Check each line of the entries below for the word "absolute", then state how many lines have it and nothing more.

WORKING DATA START

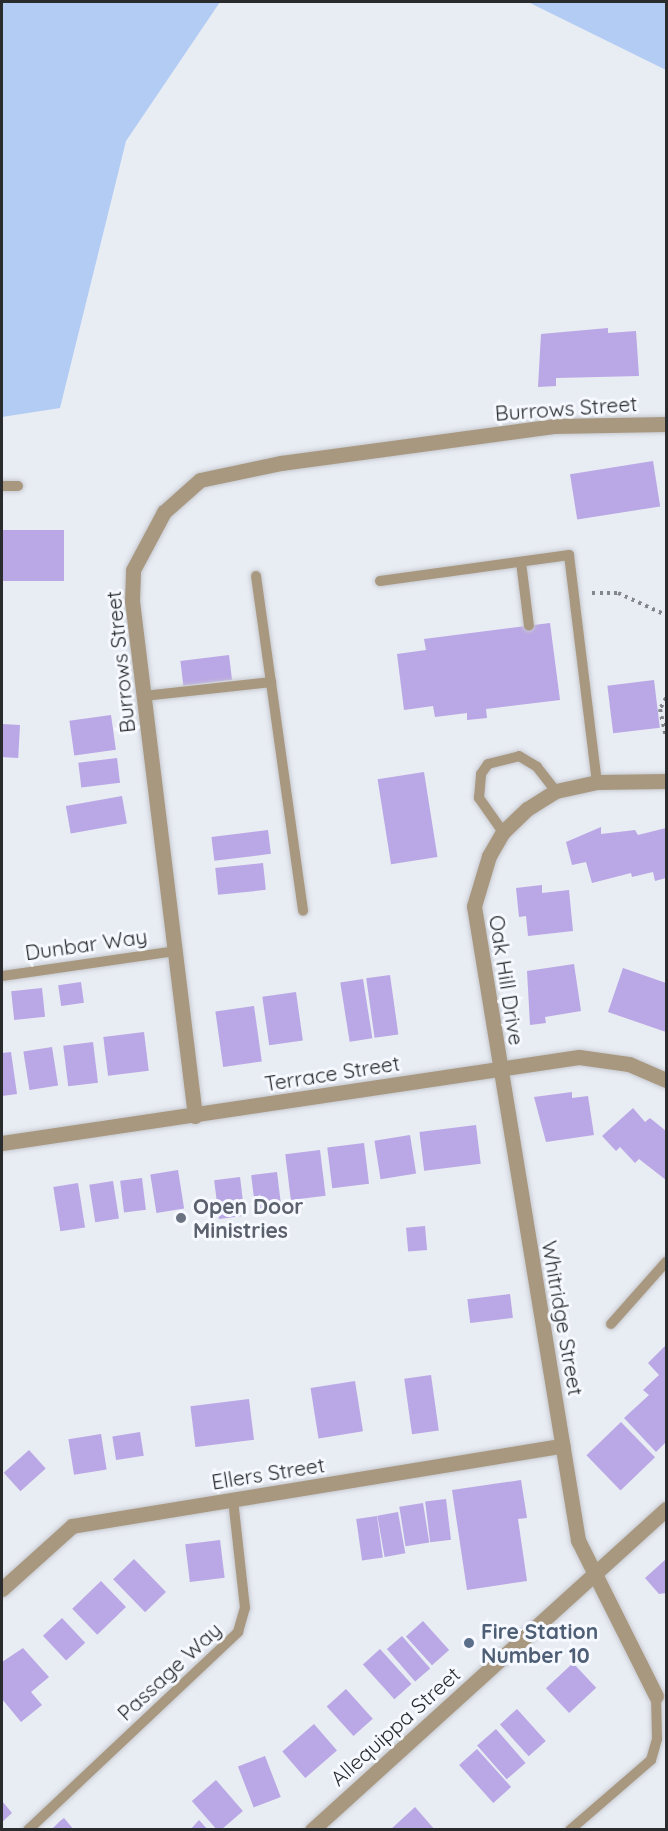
<!DOCTYPE html>
<html>
<head>
<meta charset="utf-8">
<style>
	body { margin:0 }
	#map { position:relative; width:668px; height:1831px; overflow:hidden; background:#e8ecf3; font-family:Quicksand,sans-serif }
	div>[style] { position:absolute }
	[style*='--x'] { left:calc(var(--x)*1px); top:calc(var(--y)*1px); width:calc(var(--w)*1px); rotate:calc(var(--a)*1deg) }
	.green>* { inset:0; background:#b3ccf4 }
	.building>* { inset:0; background:#baa7e5; transform-origin:0 0 }
	.path>* { height:4px; margin-top:-2px; transform-origin:0; background:repeating-linear-gradient(90deg,#83868a 0 3px,transparent 0 7.5px) }
	.roads { filter:drop-shadow(0 0 2px #c6c9cf) drop-shadow(0 0 2px #c6c9cf) }
	.service>* { height:10px; margin:-5px; padding:0 5px; transform-origin:5px; border-radius:5px; background:#a99880 }
	.minor>* { height:15px; margin:-7.5px; padding:0 7.5px; transform-origin:7.5px; border-radius:7.5px; background:#a99880 }
	.dots>* { width:16px; height:16px; translate:-50% -50%; box-sizing:border-box; border:3px solid #f6f9ff; border-radius:50% }
	span { translate:-50% -50%; white-space:nowrap; text-align:center; line-height:1.15; -webkit-text-stroke:6px #f6f9ff; paint-order:stroke }
	.street-label { font-size:21px; color:#292b2d }
	.worship-label { font-size:21px; color:#5b616d; font-weight:700 }
	.left { translate:0 -50%; text-align:left }
	.service-label { font-size:21px; color:#4e5e75; font-weight:700 }
	.frame { position:absolute; inset:0; border:3px solid #292b2d; pointer-events:none }
</style>
</head>
<body>
<div id="map">
	<div class="green">
		<i style="clip-path:polygon(2px 2px,220px 2px,126px 141px,60px 408px,2px 417px)"></i>
		<i style="clip-path:polygon(528px 2px,666px 2px,666px 70px)"></i>
	</div>
	<div class="building">
		<i style="clip-path:polygon(608px 328px,608px 333px,636px 331px,639px 376px,556px 378px,556px 386px,538px 387px,541px 334px)"></i>
		<i style="left:653px;top:461px;width:46px;height:84px;rotate:81deg"></i>
		<i style="left:2px;top:530px;width:62px;height:51px"></i>
		<i style="clip-path:polygon(550px 623px,560px 700px,486px 709px,487px 718px,467px 720px,467px 713px,435px 717px,433px 706px,404px 710px,397px 654px,426px 650px,424px 639px)"></i>
		<i style="left:229px;top:655px;width:25px;height:49px;rotate:83deg"></i>
		<i style="left:654px;top:680px;width:48px;height:47px;rotate:83deg"></i>
		<i style="left:111px;top:715px;width:35px;height:42px;rotate:82deg"></i>
		<i style="left:2px;top:724px;width:18px;height:33px;rotate:3deg"></i>
		<i style="left:117px;top:758px;width:25px;height:39px;rotate:83deg"></i>
		<i style="left:424px;top:772px;width:86px;height:47px;rotate:81deg"></i>
		<i style="left:122px;top:796px;width:28px;height:57px;rotate:80deg"></i>
		<i style="clip-path:polygon(601px 827px,601px 834px,635px 830px,638px 835px,666px 828px,666px 878px,655px 881px,653px 872px,632px 877px,631px 873px,592px 883px,586px 862px,572px 865px,566px 842px)"></i>
		<i style="left:268px;top:830px;width:24px;height:57px;rotate:83deg"></i>
		<i style="left:263px;top:863px;width:27px;height:48px;rotate:84deg"></i>
		<i style="clip-path:polygon(542px 885px,542px 893px,569px 890px,573px 931px,528px 936px,526px 916px,519px 917px,516px 888px)"></i>
		<i style="clip-path:polygon(574px 964px,581px 1011px,545px 1017px,546px 1023px,530px 1025px,527px 971px)"></i>
		<i style="clip-path:polygon(623px 968px,666px 983px,666px 1032px,608px 1012px)"></i>
		<i style="left:390px;top:975px;width:60px;height:24px;rotate:82deg"></i>
		<i style="left:363px;top:979px;width:60px;height:23px;rotate:81deg"></i>
		<i style="left:81px;top:982px;width:21px;height:23px;rotate:82deg"></i>
		<i style="left:42px;top:988px;width:29px;height:31px;rotate:84deg"></i>
		<i style="left:296px;top:992px;width:49px;height:34px;rotate:82deg"></i>
		<i style="left:254px;top:1006px;width:56px;height:39px;rotate:82deg"></i>
		<i style="left:144px;top:1032px;width:39px;height:41px;rotate:83deg"></i>
		<i style="left:93px;top:1042px;width:41px;height:30px;rotate:83deg"></i>
		<i style="left:52px;top:1047px;width:39px;height:29px;rotate:81deg"></i>
		<i style="clip-path:polygon(11px 1052px,17px 1094px,2px 1096px,2px 1053px)"></i>
		<i style="clip-path:polygon(572px 1092px,572px 1098px,588px 1096px,594px 1135px,546px 1142px,534px 1097px)"></i>
		<i style="clip-path:polygon(633px 1108px,645px 1122px,650px 1118px,666px 1131px,666px 1180px,639px 1159px,635px 1163px,620px 1147px,616px 1151px,602px 1136px)"></i>
		<i style="left:476px;top:1125px;width:39px;height:57px;rotate:83deg"></i>
		<i style="left:410px;top:1135px;width:39px;height:36px;rotate:81deg"></i>
		<i style="left:364px;top:1143px;width:41px;height:37px;rotate:83deg"></i>
		<i style="left:320px;top:1150px;width:46px;height:35px;rotate:83deg"></i>
		<i style="left:178px;top:1170px;width:39px;height:28px;rotate:81deg"></i>
		<i style="left:277px;top:1172px;width:39px;height:26px;rotate:83deg"></i>
		<i style="left:240px;top:1177px;width:39px;height:26px;rotate:83deg"></i>
		<i style="left:142px;top:1178px;width:32px;height:22px;rotate:83deg"></i>
		<i style="left:113px;top:1181px;width:38px;height:24px;rotate:81deg"></i>
		<i style="left:78px;top:1183px;width:45px;height:25px;rotate:81deg"></i>
		<i style="left:425px;top:1226px;width:24px;height:19px;rotate:85deg"></i>
		<i style="left:510px;top:1294px;width:24px;height:43px;rotate:83deg"></i>
		<i style="clip-path:polygon(666px 1345px,666px 1442px,656px 1452px,624px 1418px,649px 1395px,643px 1390px,659px 1375px,648px 1363px)"></i>
		<i style="left:431px;top:1375px;width:56px;height:27px;rotate:82deg"></i>
		<i style="left:355px;top:1381px;width:51px;height:45px;rotate:81deg"></i>
		<i style="left:249px;top:1399px;width:41px;height:59px;rotate:83deg"></i>
		<i style="left:621px;top:1422px;width:49px;height:48px;rotate:46deg"></i>
		<i style="left:140px;top:1432px;width:24px;height:28px;rotate:81deg"></i>
		<i style="left:101px;top:1434px;width:36px;height:33px;rotate:81deg"></i>
		<i style="left:29px;top:1450px;width:25px;height:34px;rotate:48deg"></i>
		<i style="clip-path:polygon(521px 1480px,527px 1518px,518px 1519px,527px 1581px,467px 1590px,452px 1490px)"></i>
		<i style="left:446px;top:1499px;width:41px;height:21px;rotate:83deg"></i>
		<i style="left:423px;top:1503px;width:40px;height:24px;rotate:81deg"></i>
		<i style="left:398px;top:1512px;width:42px;height:21px;rotate:80deg"></i>
		<i style="left:377px;top:1516px;width:42px;height:21px;rotate:82deg"></i>
		<i style="left:220px;top:1540px;width:38px;height:35px;rotate:83deg"></i>
		<i style="left:134px;top:1559px;width:46px;height:29px;rotate:46deg"></i>
		<i style="clip-path:polygon(666px 1559px,666px 1593px,659px 1594px,645px 1578px)"></i>
		<i style="left:101px;top:1581px;width:36px;height:40px;rotate:46deg"></i>
		<i style="left:62px;top:1618px;width:34px;height:26px;rotate:47deg"></i>
		<i style="left:423px;top:1621px;width:39px;height:23px;rotate:48deg"></i>
		<i style="left:402px;top:1636px;width:43px;height:20px;rotate:49deg"></i>
		<i style="clip-path:polygon(23px 1648px,49px 1677px,31px 1692px,42px 1705px,21px 1722px,2px 1699px,2px 1662px)"></i>
		<i style="left:380px;top:1649px;width:47px;height:23px;rotate:48deg"></i>
		<i style="left:573px;top:1663px;width:34px;height:37px;rotate:47deg"></i>
		<i style="left:346px;top:1689px;width:40px;height:26px;rotate:48deg"></i>
		<i style="left:517px;top:1709px;width:43px;height:23px;rotate:48deg"></i>
		<i style="left:314px;top:1724px;width:35px;height:42px;rotate:49deg"></i>
		<i style="left:496px;top:1729px;width:45px;height:25px;rotate:49deg"></i>
		<i style="left:477px;top:1749px;width:51px;height:24px;rotate:48deg"></i>
		<i style="left:265px;top:1756px;width:44px;height:29px;rotate:69deg"></i>
		<i style="left:216px;top:1780px;width:41px;height:32px;rotate:49deg"></i>
		<i style="clip-path:polygon(2px 1801px,12px 1813px,2px 1822px)"></i>
		<i style="clip-path:polygon(415px 1807px,435px 1830px,390px 1830px)"></i>
		<i style="clip-path:polygon(64px 1818px,74px 1830px,51px 1830px,60px 1821px)"></i>
		<i style="clip-path:polygon(199px 1820px,208px 1830px,190px 1830px)"></i>
	</div>
	<div class="path">
		<i style="--x:592;--y:593;--w:26;--a:0"></i>
		<i style="--x:618;--y:593;--w:53;--a:24.6"></i>
		<i style="--x:666;--y:698;--w:13;--a:119"></i>
		<i style="--x:660;--y:709;--w:30;--a:78"></i>
	</div>
	<div class="roads">
		<div class="service">
			<i style="--x:2;--y:486;--w:16;--a:0"></i>
			<i style="--x:521;--y:562;--w:64;--a:82.9"></i>
			<i style="--x:256;--y:576;--w:338;--a:82"></i>
			<i style="--x:380;--y:581;--w:191;--a:-7.8"></i>
			<i style="--x:569;--y:555;--w:229;--a:83"></i>
			<i style="--x:144;--y:696;--w:128;--a:-6.3"></i>
			<i style="--x:503;--y:832;--w:42;--a:-125.2"></i>
			<i style="--x:479;--y:798;--w:24;--a:-85"></i>
			<i style="--x:481;--y:774;--w:12;--a:-55"></i>
			<i style="--x:488;--y:764;--w:32;--a:-14"></i>
			<i style="--x:519;--y:756;--w:21;--a:31"></i>
			<i style="--x:537;--y:767;--w:31;--a:52"></i>
			<i style="--x:2;--y:976;--w:175;--a:-8.2"></i>
			<i style="--x:611;--y:1324;--w:83;--a:-48.4"></i>
			<i style="--x:28;--y:1830;--w:289;--a:-43.3"></i>
			<i style="--x:238;--y:1632;--w:25;--a:-74"></i>
			<i style="--x:245;--y:1608;--w:109;--a:-96.3"></i>
			<i style="--x:570;--y:1830;--w:107;--a:-40.8"></i>
			<i style="--x:651;--y:1760;--w:22;--a:-74"></i>
			<i style="--x:657;--y:1739;--w:43;--a:-91.3"></i>
		</div>
		<div class="minor">
			<i style="--x:195;--y:1116;--w:519;--a:-96.97"></i>
			<i style="--x:132;--y:601;--w:31;--a:-88"></i>
			<i style="--x:133;--y:570;--w:66;--a:-61.9"></i>
			<i style="--x:164;--y:512;--w:48;--a:-41.6"></i>
			<i style="--x:200;--y:480;--w:83;--a:-11.9"></i>
			<i style="--x:281;--y:463;--w:275;--a:-7.7"></i>
			<i style="--x:553;--y:426;--w:113;--a:-1"></i>
			<i style="--x:2;--y:1143;--w:583;--a:-8.48"></i>
			<i style="--x:579;--y:1057;--w:50;--a:8"></i>
			<i style="--x:629;--y:1064;--w:40;--a:23.4"></i>
			<i style="--x:2;--y:1589;--w:94;--a:-42"></i>
			<i style="--x:72;--y:1526;--w:497;--a:-9.3"></i>
			<i style="--x:656;--y:1696;--w:174;--a:-116.6"></i>
			<i style="--x:578;--y:1540;--w:642;--a:-99.32"></i>
			<i style="--x:474;--y:906;--w:52;--a:-73.3"></i>
			<i style="--x:489;--y:856;--w:28;--a:-60"></i>
			<i style="--x:503;--y:832;--w:33;--a:-44"></i>
			<i style="--x:527;--y:809;--w:34;--a:-32"></i>
			<i style="--x:556;--y:791;--w:42;--a:-12.4"></i>
			<i style="--x:597;--y:782;--w:69;--a:-0.8"></i>
			<i style="--x:312;--y:1830;--w:478;--a:-42.2"></i>
		</div>
	</div>
	<div class="dots">
		<i style="left:181px;top:1218px;background:#6b7280"></i>
		<i style="left:469px;top:1643px;background:#5c6f8a"></i>
	</div>
	<div class="street-label">
		<span style="left:566px;top:408px;rotate:-4deg">Burrows Street</span>
		<span style="left:120px;top:662px;rotate:-96deg">Burrows Street</span>
		<span style="left:86px;top:944px;rotate:-8deg">Dunbar Way</span>
		<span style="left:507px;top:980px;rotate:81deg">Oak Hill Drive</span>
		<span style="left:332px;top:1073px;rotate:-9deg">Terrace Street</span>
		<span style="left:563px;top:1318px;rotate:80deg">Whitridge Street</span>
		<span style="left:268px;top:1473px;rotate:-9deg">Ellers Street</span>
		<span style="left:169px;top:1671px;rotate:-43deg">Passage Way</span>
		<span style="left:395px;top:1726px;rotate:-42deg">Allequippa Street</span>
	</div>
	<div class="worship-label">
		<span class="left" style="left:193px;top:1218px">Open Door<br>Ministries</span>
	</div>
	<div class="service-label">
		<span class="left" style="left:481px;top:1643px">Fire Station<br>Number 10</span>
	</div>
	<div class="frame"></div>
</div>
</body>
</html>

WORKING DATA END

*RESPONSE TO THIS TASK*:
2